In August of 1990 I attended my third Bassmaster Classic on the James River in my current hometown of Richmond, Va. I watched as Rick Clunn prevailed with last-day heroics bringing in a 17-pound bag, an unheard-of weight at the time.

Given the impact of Clunn’s 1984 Classic performance on my life, I was going nuts. With the crowd roaring, Ray Scott presented Clunn with the trophy, again. But this time I wasn’t just seeing pictures of the weigh-in via the pages of a magazine. I was actually there, and it threw gas on a fire that was already burning hot.

Then and there I committed to myself that I would not go to another Classic weigh-in until I was fishing in it. That was August of 1990.

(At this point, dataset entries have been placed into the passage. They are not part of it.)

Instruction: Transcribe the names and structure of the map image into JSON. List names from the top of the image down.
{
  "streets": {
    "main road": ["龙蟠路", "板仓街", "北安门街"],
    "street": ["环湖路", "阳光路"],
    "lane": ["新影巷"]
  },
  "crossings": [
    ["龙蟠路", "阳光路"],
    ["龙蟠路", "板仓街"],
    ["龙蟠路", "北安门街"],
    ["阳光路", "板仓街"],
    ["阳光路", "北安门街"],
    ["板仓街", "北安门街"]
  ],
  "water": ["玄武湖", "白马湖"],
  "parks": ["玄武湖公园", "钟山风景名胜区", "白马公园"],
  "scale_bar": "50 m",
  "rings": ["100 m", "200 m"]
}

Over the next couple of years I earned my captains license and spent hundreds of days on the water either guiding or fishing tournaments. I achieved every goal I set. I won local and regional tournaments, qualified for numerous Redman (BFL) Regionals, at 21 made the 1992 Redman All American placing fifth on the Arkansas River.

Although I was attending George Mason University, in 1992 I felt college was holding my fishing back, so I dropped out. I was all-in on fishing for a living.

I continued to work on the water and saved money with the singular focus of making the Classic by qualifying through the top tier Bassmaster circuit. Not unlike today, to get to the top tournaments you had to qualify through the Invitationals — the precursor to the Bassmaster Opens.

By 1994, at 23, I knew I was ready and entered the Bassmaster Invitationals. With no sponsors backing me, I pushed every chip I had into the middle of the table without a doubt that I would make it.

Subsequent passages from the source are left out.